Every organization has a policy document somewhere that hasn't been updated since the last reorg. The procurement process changed eight months ago. The document on SharePoint still describes the old one.
Everyone who works with that document knows it's out of date. They've learned to check with whoever handled the last procurement round, or to cross-reference against the email that went around when the process changed. The workaround has become second nature, and most of the time it works fine.
An agentic AI system doesn't have a workaround. It reads that document, treats it as current, and acts on it—a workflow triggered, a record updated—before anyone has a chance to review what the system was working from.
The Poppulo Guide for IT & Security Buyers: What Enterprise Teams Need to Know
A generative tool produces an output and a human decides what to do with it. If the output is wrong, the human catches it before anything happens. An agentic system acts before any human is involved. That's the capability being purchased, and it's why the quality of the underlying information matters in a way it never has before.
Gartner research published in February 2025 found that in a 2024 survey of 248 data management leaders, 63 percent of organizations said they either don't have or aren't sure they have the right data management practices for AI.
Gartner predicted that through 2026, 60 percent of AI projects without AI-ready data will be abandoned. That survey covered generative AI tools. The governance requirements for agentic systems are substantially higher.
Go back to that procurement document. A person reading it eight months after the process changed would probably notice something was off—the dates don't line up, or a colleague mentioned the new process last quarter.
An agentic system has no basis for that judgment. It reads what's there, treats it as authoritative, and makes decisions accordingly. The failure stays invisible until someone realizes the system has been following the old process for weeks. By then, the decisions have been made.
Version conflict does different damage. The same document in SharePoint, on a team site, and in an email someone saved six months ago—each slightly different. Employees have dealt with this for years by asking whoever would know which version is current.
An agentic system pulls from whatever it can access and produces outputs that look authoritative because they came from the enterprise AI platform the organization just invested in heavily.

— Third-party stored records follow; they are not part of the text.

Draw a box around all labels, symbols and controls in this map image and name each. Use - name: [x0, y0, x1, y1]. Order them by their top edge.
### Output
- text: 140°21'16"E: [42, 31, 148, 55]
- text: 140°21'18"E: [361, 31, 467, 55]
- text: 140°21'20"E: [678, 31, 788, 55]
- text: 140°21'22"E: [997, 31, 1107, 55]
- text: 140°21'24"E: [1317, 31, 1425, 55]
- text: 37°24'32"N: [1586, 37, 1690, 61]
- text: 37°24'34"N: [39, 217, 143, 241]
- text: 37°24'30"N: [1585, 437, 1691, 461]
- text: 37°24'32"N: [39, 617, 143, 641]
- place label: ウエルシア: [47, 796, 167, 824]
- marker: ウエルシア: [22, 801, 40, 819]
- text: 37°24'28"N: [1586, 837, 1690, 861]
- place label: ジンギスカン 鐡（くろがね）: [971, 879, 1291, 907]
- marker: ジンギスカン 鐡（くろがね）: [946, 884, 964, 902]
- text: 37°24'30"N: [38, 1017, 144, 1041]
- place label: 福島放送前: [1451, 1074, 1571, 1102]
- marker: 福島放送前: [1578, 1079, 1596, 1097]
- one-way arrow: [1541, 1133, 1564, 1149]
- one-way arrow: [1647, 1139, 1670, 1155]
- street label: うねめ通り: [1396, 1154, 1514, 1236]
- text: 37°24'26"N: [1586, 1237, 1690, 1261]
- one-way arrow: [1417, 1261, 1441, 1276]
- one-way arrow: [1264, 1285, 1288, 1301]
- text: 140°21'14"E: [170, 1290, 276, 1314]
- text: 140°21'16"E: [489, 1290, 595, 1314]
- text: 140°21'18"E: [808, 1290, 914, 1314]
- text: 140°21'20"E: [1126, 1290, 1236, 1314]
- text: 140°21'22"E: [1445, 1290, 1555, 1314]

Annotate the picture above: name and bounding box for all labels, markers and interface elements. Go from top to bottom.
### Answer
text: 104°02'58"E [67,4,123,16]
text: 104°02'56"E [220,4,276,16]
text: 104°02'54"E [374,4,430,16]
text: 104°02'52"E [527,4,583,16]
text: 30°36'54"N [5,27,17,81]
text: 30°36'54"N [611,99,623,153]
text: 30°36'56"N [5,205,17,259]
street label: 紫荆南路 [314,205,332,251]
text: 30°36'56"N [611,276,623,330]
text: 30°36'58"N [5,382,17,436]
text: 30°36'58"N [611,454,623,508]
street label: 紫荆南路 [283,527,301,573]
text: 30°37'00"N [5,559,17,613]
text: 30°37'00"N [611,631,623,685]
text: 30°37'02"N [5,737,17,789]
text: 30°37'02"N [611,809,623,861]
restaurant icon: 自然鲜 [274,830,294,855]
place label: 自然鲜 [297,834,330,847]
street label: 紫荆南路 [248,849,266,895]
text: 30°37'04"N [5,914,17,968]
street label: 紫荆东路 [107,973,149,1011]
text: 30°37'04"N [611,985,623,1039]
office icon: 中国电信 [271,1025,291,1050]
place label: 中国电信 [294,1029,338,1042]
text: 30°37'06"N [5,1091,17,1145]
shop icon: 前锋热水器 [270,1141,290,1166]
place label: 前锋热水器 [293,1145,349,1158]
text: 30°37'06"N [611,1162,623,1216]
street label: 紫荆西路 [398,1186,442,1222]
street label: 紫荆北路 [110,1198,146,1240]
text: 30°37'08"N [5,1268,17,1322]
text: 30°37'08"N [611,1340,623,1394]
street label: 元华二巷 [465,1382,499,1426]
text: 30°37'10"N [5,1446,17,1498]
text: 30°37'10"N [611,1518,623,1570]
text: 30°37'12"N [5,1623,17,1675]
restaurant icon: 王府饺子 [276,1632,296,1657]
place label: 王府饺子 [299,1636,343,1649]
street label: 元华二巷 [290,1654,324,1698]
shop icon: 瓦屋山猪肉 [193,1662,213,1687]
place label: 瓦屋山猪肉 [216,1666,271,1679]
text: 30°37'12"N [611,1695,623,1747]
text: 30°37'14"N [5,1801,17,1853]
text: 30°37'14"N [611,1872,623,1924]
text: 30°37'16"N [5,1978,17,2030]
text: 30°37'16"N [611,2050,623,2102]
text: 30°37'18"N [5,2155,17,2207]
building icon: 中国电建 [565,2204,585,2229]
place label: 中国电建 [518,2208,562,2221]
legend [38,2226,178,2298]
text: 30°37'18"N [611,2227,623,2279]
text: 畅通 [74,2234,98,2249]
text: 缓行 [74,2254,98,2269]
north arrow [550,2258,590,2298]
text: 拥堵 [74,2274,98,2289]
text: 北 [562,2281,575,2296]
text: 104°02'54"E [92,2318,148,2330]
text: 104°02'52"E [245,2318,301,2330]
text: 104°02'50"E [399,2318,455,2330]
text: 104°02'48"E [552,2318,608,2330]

The wrong version circulates. By the time anyone catches it, it's been treated as reliable.
Access controls create regulatory exposure quickly. Enterprise content was permissioned on the assumption that a human would decide what to share and with whom.
An agentic system operating without purpose-built access boundaries can surface confidential material in the wrong context or process regulated data outside its compliance perimeter. In regulated industries, this becomes a legal conversation faster than you think.
Audit trails get tested when something goes wrong. When an agentic system makes a decision that turns out to have been incorrect, leadership and regulators will ask what information the system acted on and why.
If the audit trail doesn't capture the data sources and decision logic at the point of action, the best available answer is "the AI did it." That answer won't hold up in any room where accountability is on the agenda.
The organizations handling agentic deployment well are starting with tightly governed content and clearly defined use cases, building the governance infrastructure first and expanding from there as it proves itself.
Before scoping a production deployment, a few questions are worth answering honestly. The organizational pressure to skip them is real, and worth resisting.
- Who owns the information the system will rely on, and is that person actively maintaining it?
- What controls determine what the system can access, and can those be audited?
- And when the system acts on bad information—which at some point it will—how quickly would anyone know?
Those questions rarely feature in vendor demonstrations. They tend to matter more once deployment is underway.
For years, employees have compensated for poor information management. They knew the procurement document on SharePoint was wrong. They checked with whoever handled the last round and got the right answer.
An agentic system reads the document and acts.